Scapania nemorosa : Hahn illustration

Life cycle

This page will start with the bryophyte...

... life cycle in a nutshell.

A bryophyte spore is haploid. A haploid cell has one set of chromosomes, a diploid cell has two. In humans, the egg and sperm cells are haploid. When they unite, the resulting cell is diploid and the ensuing embryo continues its development as a diploid individual. Each parent has contributed one set of chromosomes.

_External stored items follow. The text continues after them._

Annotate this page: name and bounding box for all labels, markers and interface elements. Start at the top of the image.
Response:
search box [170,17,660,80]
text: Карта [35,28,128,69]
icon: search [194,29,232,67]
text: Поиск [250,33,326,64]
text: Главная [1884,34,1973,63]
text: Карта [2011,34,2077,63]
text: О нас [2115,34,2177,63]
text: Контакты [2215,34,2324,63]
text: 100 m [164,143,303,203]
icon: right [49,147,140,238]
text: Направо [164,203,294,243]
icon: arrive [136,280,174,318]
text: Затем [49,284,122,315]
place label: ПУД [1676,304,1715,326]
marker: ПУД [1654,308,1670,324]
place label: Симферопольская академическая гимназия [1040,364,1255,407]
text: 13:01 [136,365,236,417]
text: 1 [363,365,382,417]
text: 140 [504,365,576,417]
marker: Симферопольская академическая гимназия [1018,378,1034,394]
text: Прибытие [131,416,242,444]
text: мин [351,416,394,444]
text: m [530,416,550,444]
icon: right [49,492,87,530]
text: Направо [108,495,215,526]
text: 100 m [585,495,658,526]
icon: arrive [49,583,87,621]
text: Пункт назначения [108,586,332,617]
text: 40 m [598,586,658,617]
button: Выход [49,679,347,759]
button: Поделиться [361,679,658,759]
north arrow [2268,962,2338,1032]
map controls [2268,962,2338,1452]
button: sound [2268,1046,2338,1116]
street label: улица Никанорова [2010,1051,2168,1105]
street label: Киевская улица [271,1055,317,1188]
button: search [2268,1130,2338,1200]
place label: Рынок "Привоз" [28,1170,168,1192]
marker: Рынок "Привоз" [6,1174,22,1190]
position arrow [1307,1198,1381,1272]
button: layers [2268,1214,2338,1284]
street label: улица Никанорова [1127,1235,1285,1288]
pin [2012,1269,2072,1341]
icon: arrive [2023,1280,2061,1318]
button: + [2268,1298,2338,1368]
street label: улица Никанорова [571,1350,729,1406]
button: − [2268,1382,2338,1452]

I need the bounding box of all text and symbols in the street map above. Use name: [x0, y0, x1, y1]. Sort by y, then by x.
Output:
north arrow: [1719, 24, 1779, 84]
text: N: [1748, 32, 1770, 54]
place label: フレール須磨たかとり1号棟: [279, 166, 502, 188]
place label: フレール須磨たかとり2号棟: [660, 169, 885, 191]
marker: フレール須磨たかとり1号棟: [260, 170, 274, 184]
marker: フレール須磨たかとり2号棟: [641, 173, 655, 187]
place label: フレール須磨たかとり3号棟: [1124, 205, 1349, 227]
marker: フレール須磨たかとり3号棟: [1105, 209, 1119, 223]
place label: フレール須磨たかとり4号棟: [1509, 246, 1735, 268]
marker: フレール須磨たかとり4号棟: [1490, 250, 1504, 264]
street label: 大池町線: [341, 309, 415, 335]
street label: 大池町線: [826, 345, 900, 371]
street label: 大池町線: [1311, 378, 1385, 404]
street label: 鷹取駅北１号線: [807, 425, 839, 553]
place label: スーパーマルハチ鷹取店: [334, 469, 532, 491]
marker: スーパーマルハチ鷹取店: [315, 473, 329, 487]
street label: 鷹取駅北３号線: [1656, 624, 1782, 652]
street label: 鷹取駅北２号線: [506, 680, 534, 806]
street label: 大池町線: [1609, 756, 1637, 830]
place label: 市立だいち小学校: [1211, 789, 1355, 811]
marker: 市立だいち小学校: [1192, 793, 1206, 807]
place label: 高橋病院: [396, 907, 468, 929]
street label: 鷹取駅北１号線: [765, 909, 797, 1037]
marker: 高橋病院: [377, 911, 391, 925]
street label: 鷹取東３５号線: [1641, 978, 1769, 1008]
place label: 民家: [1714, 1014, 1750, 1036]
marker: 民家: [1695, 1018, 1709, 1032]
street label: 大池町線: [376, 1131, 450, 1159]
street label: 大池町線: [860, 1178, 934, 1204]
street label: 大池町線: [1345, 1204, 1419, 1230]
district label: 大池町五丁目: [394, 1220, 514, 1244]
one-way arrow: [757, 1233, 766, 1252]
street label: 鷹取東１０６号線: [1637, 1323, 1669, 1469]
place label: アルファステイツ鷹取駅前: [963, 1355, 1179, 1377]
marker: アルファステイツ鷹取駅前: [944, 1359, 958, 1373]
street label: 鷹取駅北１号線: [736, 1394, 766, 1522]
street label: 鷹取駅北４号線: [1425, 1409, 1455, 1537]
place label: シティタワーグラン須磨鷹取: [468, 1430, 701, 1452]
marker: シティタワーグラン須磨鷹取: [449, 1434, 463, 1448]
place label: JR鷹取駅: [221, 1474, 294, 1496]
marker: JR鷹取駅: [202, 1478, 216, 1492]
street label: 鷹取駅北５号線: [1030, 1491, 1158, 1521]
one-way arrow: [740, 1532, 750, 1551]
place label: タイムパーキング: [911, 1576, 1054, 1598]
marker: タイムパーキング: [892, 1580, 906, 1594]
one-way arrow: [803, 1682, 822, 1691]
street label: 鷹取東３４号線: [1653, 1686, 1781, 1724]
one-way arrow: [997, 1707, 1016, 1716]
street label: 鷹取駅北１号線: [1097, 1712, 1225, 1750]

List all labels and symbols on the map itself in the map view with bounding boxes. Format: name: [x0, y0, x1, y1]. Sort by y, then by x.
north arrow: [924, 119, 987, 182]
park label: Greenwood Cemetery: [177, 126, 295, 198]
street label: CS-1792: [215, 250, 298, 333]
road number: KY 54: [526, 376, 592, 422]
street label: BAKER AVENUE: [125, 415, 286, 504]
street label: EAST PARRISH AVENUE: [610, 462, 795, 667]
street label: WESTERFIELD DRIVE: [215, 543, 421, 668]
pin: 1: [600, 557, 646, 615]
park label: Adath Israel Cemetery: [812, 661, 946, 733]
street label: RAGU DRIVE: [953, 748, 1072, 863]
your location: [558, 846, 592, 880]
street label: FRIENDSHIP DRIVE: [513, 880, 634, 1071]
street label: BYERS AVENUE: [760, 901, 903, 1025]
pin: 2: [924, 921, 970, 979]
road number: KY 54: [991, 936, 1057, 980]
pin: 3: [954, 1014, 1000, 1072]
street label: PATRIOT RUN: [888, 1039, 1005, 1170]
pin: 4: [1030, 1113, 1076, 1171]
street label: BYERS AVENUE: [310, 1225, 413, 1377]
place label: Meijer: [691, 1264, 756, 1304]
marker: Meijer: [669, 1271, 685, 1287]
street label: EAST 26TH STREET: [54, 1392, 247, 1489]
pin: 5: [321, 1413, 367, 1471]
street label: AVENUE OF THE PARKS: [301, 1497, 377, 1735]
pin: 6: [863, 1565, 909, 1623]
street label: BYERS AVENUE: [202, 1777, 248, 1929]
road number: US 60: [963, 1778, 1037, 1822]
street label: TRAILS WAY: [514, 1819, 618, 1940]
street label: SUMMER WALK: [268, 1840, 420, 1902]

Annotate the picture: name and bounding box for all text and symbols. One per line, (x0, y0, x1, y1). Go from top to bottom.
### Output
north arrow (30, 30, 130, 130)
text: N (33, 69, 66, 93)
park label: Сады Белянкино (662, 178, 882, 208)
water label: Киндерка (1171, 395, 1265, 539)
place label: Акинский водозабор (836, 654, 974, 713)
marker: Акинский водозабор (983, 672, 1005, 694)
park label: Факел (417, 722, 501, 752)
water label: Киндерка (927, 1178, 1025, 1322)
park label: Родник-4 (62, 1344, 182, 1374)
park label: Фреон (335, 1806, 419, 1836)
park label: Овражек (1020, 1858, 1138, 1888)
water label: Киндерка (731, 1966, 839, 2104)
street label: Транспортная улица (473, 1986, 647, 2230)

A bryophyte spore germinates and produces an often algal-like mat, called a protonema (plural protonemata) and the leafy or thalloid stage of the gametophyte develops from the protonemal stage. The protonemata are almost always ephemeral but there are exceptions. Amongst the mosses there is a small number of species in which the protonemata are persistent and the leafy plants are ephemeral. The spore was haploid and so are the resulting protonema and the ensuing leafy or thalloid stages. The male and female sex organs, the antheridia and the archegonia respectively, are produced on the gametophytic plants. Haploid sperm are released from the antheridia and when a haploid sperm reaches a haploid egg in an archegonium the egg is fertilized to produce a diploid cell. This cell will develop into the diploid sporophyte. In a great many bryophytes the tissue in the embryonic sporophyte differentiates. Typically there will be a foot, that anchors the embryonic sporophyte to the supporting gametophyte, and at the end opposite the foot is the part that will develop into the spore capsule. In between there is typically the part that will become the stalk (or seta) that supports the spore capsule, though in a number of bryophytes the seta is short or even non-existent. By the time the sporophyte has matured the spore capsule will contain haploid spores.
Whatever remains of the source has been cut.